When replicating documents from our CB to ES servers (all hosted on AWS) using the transport plugin, quite a few errors show up in CB’s goxdcr.log file, and most of these don’t lead to much results on Google so I was hoping someone here might know a bit more.
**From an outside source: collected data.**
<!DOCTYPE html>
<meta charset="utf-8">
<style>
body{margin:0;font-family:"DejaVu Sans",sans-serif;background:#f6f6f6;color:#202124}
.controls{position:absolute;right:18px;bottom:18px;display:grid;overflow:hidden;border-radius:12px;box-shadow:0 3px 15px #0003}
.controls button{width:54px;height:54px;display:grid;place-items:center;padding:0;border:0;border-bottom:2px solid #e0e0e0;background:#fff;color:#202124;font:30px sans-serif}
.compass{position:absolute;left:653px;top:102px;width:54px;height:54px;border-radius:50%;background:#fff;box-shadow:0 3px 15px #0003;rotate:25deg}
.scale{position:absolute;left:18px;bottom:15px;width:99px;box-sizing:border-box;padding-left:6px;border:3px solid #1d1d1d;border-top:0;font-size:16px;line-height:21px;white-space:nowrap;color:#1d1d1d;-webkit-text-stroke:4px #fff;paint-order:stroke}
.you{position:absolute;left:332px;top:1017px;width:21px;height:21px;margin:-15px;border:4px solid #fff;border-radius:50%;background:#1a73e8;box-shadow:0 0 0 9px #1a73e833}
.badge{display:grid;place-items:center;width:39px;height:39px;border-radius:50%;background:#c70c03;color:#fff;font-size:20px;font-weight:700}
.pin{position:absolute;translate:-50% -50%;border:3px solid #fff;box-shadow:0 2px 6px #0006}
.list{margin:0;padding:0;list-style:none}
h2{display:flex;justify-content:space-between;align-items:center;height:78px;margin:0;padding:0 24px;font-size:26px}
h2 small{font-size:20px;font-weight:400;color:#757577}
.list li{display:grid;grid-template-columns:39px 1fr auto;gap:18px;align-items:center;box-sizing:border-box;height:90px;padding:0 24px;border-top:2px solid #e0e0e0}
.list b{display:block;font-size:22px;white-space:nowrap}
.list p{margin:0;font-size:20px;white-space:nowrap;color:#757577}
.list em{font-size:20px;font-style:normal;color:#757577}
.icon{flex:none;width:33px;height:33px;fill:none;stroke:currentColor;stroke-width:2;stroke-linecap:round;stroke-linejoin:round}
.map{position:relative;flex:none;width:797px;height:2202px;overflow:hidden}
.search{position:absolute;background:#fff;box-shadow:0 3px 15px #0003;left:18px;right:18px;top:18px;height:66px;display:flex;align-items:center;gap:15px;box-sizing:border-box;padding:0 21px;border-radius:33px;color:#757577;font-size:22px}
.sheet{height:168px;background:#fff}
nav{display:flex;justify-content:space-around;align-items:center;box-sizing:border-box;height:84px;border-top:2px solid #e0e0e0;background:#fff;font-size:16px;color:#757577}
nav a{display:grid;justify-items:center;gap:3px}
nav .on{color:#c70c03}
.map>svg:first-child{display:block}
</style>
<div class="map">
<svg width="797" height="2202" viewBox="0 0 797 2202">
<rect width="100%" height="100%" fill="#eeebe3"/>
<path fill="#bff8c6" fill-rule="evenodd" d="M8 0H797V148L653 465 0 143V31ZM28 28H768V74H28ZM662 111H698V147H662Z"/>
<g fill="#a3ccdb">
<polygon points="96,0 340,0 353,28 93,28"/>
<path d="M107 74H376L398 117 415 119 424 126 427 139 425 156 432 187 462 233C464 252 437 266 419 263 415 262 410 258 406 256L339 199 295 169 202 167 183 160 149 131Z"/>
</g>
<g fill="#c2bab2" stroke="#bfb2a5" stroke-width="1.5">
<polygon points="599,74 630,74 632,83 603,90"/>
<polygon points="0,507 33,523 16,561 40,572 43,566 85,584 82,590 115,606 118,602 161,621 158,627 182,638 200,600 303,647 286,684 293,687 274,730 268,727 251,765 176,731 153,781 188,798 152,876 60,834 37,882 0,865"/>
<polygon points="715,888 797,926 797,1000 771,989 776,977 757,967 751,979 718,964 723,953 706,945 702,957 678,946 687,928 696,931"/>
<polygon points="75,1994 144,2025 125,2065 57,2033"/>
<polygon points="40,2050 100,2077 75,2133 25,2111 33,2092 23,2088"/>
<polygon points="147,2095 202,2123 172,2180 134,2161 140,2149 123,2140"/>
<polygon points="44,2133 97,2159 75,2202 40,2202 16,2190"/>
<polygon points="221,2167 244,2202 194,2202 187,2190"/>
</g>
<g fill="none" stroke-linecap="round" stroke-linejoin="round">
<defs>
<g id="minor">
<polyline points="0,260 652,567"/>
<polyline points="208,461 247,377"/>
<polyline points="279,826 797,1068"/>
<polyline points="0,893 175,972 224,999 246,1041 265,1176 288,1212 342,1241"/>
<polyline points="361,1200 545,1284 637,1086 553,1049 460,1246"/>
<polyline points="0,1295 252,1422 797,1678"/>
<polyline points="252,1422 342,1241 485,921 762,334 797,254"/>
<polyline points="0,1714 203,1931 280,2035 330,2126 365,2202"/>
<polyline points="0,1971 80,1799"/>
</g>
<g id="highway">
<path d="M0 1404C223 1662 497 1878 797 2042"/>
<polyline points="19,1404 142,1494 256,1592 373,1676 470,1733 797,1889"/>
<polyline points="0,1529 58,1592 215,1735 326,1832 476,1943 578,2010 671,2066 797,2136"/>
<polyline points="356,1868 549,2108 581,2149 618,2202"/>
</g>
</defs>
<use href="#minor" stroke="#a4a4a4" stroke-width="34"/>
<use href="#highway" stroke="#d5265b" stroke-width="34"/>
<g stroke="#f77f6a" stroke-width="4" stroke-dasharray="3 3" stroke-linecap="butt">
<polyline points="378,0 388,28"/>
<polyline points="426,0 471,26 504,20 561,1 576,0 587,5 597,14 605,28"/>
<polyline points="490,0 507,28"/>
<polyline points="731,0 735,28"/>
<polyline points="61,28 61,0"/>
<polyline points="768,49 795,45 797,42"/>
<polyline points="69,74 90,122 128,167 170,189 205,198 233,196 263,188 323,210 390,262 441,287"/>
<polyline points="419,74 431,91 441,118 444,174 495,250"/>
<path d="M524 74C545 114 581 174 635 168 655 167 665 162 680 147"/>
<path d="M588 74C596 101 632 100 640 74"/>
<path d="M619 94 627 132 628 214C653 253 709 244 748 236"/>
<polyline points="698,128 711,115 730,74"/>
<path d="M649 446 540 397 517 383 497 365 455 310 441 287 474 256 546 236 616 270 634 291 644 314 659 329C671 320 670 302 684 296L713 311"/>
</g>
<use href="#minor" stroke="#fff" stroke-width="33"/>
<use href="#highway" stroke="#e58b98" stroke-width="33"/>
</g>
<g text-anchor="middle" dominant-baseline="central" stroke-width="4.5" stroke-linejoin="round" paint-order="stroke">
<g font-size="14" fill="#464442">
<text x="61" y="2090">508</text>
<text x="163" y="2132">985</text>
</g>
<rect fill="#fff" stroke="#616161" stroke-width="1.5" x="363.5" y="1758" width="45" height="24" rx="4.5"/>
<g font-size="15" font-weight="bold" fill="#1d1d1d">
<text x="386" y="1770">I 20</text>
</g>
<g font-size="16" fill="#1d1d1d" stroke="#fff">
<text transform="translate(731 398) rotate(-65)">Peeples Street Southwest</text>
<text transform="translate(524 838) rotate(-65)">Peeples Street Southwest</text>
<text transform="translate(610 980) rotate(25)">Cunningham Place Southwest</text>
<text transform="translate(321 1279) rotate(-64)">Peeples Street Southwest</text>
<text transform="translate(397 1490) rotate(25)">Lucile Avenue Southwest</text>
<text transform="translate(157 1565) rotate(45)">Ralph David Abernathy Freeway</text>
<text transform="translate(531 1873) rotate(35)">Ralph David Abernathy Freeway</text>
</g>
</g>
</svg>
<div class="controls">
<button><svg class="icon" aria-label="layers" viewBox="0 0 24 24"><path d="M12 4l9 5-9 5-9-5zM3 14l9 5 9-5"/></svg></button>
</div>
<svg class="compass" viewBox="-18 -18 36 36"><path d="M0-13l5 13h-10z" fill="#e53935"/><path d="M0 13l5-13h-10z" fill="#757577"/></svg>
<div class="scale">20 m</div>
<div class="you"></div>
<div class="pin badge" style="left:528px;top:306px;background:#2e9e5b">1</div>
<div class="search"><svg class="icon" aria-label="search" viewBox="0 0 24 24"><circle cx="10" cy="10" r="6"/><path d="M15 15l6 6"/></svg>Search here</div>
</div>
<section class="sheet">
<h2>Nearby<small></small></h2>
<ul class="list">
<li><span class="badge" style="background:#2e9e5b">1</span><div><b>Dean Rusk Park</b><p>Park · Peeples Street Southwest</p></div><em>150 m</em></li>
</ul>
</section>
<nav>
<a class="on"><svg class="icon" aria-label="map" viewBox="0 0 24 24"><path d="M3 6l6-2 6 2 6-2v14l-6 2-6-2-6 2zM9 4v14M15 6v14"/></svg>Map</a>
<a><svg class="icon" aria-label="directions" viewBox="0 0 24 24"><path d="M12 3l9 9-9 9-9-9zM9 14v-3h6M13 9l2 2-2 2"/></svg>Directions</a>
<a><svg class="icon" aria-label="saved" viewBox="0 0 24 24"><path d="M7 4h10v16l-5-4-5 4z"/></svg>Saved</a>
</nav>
Some examples of the messages in the log are:
CheckpointManager 2017-05-09T02:06:28.105Z [ERROR] MassValidateVBUUID failed, err=Can't find 'mismatched' in response
ReplicationSpecService 2017-05-09T02:06:31.531Z [INFO] result of remote bucket call: remote_connStr=<ES server address>, targetBucketUUID=, err_target=Failed on calling host=<ES server address>, path=/pools/default/b/<ES index>, err=<nil>, statusCode=404
ReplicationSpecService 2017-05-09T02:06:31.532Z [INFO] Received error Failed on calling host=<ES server address>, path=/pools/default/b/<ES index>, err=<nil>, statusCode=404 when validating target bucket <ES index> for spec 256a621647f13ea7afd69a31cb183e10/<bucket>/<ES index>. Skipping target bucket validation. remote_connStr=<ES server address>, remote_userName=<user>
CapiNozzle 2017-05-09T02:09:51.728Z [ERROR] capi_256a621647f13ea7afd69a31cb183e10/<CB bucket>/<ES index>_<ES server address>_0 Error reading response. vb=169, err=unexpected EOF
CapiNozzle 2017-05-09T02:09:51.728Z [ERROR] capi_256a621647f13ea7afd69a31cb183e10/<CB bucket>/<ES index>_<ES server address>_0 batchUpdateDocs for vb 169 failed with err Error reading response. vb=169, err=unexpected EOF
CapiNozzle 2017-05-08T03:50:40.756Z [ERROR] Received error when writing boby part. err=write tcp <CB server address>-><ES server address>: write: broken pipe
CapiNozzle 2017-05-08T03:50:40.757Z [ERROR] capi_3b057ef39c773498bc80e763d779824c/<CB bucket>/<ES index>_<ES server address>_1 batchUpdateDocs for vb 315 failed with err write tcp <CB server address>-><ES server address>: write: broken pipe.
CapiNozzle 2017-05-08T03:50:40.757Z [ERROR] capi_3b057ef39c773498bc80e763d779824c/<CB bucket>/<ES index>_<ES server address>_1 error updating docs on target. err=batch update docs failed for vb 315 after 6 retries
CapiNozzle 2017-05-08T03:50:40.758Z [ERROR] capi_3b057ef39c773498bc80e763d779824c/<CB bucket>/<ES index>_<ES server address>_1 raise error condition batch update docs failed for vb 315 after 6 retries
GenericSupervisor 2017-05-08T03:50:40.758Z [ERROR] Received error report : map[capi_3b057ef39c773498bc80e763d779824c/<CB bucket>/<ES index>_<ES server address>_1:batch update docs failed for vb 315 after 6 retries]
ReplicationManager 2017-05-08T03:50:40.758Z [INFO] Supervisor PipelineSupervisor_3b057ef39c773498bc80e763d779824c/<CB bucket>/<ES index> of type *supervisor.GenericSupervisor reported errors map[capi_3b057ef39c773498bc80e763d779824c/<CB bucket>/<ES index>_<ES server address>_1:batch update docs failed for vb 315 after 6 retries]
PipelineManager 2017-05-08T03:50:42.365Z [INFO] Pipeline updater 3b057ef39c773498bc80e763d779824c/<CB bucket>/<ES index> is lauched with retry_interval=10
xdcr_errors.log remains empty and no errors show up in the logs on the ES side.
It has been happening for me for a while now on CB 4.5 and ES 2.4.3, but I’ve now updated to CB 4.6 and ES 5.3.0 to see if it helps and it seems to not have made any difference. I’ve tried most related fixes I could find, such as increasing threadpool.bulk.queue_size (rejected in all queues stays at 0), increasing http.max_content_size, setting index.refresh_interval to -1, index.translog.durability to async, and decreasing the XDCR nozzle count, but none of them had any noticeable impact. The document replication rate starts at 3000/s and then drops to around 500/s when the errors start happening.
Any clues on why this is happening would be appreciated!